# A group is residually finite iff profinite topology is Hausdorff

In solving some exercises in Sageev's notes on $CAT(0)$ cube complexes I've needed to use the following fact that I would like to know how to prove.

A group $G$ is residually finite if and only if the profinite topology on $G$ is Hausdorff.

Here the working definition of residually finite is that the trivial subgroup is separable; where a subgroup $H < G$ is separable if for all $g \in G-H$ there is a finite index $K < G$ with $H<K$ and $g \not\in K$.

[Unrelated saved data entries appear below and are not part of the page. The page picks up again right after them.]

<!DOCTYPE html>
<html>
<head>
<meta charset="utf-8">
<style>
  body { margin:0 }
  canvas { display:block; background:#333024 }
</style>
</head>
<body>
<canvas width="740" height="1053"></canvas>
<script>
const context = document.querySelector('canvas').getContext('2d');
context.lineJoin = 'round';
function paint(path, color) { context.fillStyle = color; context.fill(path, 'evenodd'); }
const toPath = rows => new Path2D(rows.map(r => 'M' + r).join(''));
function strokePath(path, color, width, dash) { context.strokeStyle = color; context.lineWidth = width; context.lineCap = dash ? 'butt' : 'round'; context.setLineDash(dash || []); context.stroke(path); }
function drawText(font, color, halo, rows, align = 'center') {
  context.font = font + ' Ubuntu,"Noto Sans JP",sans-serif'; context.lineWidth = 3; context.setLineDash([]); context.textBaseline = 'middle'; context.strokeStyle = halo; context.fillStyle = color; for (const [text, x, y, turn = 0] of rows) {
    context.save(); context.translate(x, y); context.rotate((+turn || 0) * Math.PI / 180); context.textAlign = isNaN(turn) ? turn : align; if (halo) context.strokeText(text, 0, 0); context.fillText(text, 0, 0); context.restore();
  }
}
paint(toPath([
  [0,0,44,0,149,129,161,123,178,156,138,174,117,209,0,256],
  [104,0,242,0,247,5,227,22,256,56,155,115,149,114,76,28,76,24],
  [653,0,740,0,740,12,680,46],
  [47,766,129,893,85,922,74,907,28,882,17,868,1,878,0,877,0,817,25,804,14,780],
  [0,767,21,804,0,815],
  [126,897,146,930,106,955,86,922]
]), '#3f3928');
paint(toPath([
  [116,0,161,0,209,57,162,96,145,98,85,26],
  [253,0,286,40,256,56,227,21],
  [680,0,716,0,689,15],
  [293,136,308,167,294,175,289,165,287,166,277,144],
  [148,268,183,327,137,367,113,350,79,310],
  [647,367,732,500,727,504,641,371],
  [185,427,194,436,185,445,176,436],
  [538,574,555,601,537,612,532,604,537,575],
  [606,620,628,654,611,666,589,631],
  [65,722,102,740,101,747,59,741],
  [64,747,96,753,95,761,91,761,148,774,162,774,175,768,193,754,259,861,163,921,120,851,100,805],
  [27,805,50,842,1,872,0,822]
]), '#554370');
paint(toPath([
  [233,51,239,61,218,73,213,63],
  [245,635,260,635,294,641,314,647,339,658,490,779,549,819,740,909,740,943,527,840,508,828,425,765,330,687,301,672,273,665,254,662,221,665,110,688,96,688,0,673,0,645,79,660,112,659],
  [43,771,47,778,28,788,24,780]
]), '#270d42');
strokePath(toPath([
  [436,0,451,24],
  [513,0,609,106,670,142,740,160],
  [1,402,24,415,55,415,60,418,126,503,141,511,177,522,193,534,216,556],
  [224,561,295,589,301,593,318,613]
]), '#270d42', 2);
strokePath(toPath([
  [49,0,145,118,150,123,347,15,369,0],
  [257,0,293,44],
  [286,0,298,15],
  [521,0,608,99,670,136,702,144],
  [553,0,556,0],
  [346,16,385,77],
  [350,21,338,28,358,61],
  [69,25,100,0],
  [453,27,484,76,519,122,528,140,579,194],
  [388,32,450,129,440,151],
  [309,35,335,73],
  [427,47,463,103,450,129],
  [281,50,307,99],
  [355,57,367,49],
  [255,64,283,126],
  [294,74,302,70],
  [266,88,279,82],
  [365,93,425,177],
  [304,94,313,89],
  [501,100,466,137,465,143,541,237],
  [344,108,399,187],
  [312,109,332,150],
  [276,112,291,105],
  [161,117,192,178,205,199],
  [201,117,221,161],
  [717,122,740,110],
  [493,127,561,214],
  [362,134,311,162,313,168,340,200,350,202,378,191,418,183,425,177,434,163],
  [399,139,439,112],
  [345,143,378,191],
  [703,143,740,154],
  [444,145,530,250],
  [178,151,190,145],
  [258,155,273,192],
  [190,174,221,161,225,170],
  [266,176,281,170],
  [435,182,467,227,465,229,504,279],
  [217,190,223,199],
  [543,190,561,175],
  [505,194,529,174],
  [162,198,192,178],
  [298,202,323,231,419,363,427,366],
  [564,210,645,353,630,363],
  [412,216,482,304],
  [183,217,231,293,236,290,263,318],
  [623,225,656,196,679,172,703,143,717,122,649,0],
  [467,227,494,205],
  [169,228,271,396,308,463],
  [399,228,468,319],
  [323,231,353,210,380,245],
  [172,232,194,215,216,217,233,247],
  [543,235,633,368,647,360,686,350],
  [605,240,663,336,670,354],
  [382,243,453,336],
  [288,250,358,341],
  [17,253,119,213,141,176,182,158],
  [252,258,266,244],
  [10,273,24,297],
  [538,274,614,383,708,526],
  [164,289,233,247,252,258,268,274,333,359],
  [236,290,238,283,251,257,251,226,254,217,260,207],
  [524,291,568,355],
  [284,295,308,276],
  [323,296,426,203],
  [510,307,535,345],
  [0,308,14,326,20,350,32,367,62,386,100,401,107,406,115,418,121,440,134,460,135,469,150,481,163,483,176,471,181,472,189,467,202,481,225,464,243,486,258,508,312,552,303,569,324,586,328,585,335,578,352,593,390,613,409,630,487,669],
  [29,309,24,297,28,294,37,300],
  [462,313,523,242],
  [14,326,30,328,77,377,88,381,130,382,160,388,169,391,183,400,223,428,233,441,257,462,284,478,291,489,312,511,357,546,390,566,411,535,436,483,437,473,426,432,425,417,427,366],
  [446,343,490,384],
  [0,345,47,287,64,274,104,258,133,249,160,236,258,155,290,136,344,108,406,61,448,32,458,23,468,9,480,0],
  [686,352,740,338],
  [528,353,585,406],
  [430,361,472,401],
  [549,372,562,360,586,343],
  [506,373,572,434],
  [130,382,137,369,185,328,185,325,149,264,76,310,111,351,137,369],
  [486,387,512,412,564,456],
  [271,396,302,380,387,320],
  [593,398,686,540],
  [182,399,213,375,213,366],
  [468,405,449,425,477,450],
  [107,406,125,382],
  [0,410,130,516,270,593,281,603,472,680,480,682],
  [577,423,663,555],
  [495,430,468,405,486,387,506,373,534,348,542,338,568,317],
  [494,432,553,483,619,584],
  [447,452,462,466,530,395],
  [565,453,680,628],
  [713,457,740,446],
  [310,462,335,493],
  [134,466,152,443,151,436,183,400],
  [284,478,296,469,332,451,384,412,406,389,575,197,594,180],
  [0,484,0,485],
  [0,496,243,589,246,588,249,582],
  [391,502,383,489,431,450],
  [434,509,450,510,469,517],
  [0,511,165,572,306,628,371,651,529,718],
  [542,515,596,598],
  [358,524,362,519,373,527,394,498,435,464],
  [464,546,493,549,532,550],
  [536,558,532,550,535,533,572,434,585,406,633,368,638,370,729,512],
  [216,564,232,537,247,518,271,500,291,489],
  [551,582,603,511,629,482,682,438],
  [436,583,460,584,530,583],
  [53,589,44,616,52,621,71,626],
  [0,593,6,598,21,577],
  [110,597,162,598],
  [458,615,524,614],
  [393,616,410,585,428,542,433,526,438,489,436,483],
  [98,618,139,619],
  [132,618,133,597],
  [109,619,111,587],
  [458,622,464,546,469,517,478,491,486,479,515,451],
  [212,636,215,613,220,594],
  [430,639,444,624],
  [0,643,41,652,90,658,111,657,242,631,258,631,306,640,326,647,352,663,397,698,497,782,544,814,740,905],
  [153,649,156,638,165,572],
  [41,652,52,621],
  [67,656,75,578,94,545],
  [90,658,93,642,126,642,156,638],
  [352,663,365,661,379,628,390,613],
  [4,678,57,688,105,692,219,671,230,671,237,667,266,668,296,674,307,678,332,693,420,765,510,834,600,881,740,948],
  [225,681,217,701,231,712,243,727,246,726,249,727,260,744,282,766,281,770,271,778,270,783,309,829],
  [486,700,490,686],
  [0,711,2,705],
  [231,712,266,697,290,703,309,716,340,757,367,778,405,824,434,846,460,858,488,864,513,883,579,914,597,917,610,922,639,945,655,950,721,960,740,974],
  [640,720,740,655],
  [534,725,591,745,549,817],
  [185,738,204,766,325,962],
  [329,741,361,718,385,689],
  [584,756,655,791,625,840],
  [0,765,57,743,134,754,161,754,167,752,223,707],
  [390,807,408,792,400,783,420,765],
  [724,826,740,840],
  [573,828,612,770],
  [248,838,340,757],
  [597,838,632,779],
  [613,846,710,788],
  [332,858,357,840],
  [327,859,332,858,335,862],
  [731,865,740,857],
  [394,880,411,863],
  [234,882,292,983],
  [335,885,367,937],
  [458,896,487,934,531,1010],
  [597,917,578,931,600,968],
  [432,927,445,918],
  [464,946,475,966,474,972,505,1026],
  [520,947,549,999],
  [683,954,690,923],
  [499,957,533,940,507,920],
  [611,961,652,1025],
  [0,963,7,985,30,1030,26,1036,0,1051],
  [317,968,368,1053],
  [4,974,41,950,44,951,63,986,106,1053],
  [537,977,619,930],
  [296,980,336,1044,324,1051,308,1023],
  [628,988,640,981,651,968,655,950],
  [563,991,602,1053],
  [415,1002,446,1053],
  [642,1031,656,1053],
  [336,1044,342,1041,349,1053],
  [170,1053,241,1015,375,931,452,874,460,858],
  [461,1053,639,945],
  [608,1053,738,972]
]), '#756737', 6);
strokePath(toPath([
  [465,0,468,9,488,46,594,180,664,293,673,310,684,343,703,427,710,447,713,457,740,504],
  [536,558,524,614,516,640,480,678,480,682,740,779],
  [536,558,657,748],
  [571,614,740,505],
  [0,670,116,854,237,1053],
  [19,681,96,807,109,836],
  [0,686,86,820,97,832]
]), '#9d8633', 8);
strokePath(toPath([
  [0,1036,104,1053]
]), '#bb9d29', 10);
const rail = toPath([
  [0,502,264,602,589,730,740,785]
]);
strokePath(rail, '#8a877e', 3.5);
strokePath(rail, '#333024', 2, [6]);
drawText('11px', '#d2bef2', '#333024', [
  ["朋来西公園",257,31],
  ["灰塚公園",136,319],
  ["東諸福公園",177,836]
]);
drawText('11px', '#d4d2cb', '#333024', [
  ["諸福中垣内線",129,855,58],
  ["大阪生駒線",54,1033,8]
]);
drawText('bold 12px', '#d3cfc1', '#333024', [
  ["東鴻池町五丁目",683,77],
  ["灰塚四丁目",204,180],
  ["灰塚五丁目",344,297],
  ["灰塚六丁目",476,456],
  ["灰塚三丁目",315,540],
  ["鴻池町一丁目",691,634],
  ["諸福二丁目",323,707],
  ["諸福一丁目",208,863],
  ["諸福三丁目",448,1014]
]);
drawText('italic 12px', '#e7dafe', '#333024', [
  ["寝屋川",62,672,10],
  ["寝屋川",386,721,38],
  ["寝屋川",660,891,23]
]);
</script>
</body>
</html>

The profinite topology is generated by the basis of cosets of finite index subgroups of $G$. It can also be shown that you could instead use cosets of finite index normal subgroups of $G$.

Any hints are appreciated, and I actually only need to understand the forward direction.

• I guess that if you take classical definition of residual finiteness (every $g \in G$ is nontrivial in some finite quotient of $G$) and observe that canonical map $G \to \hat G$ is mono iff $G$ residually finite, you can easily deduce your statement. – xsnl Apr 6 '17 at 14:18

Hint: if $x,y \in G$ with $x \neq y$, then $xy^{-1} \neq 1$, hence there is an open normal subgroup $N$ (of finite index) with $xy^ {-1} \notin N$. But then $xN \cap yN = \emptyset$.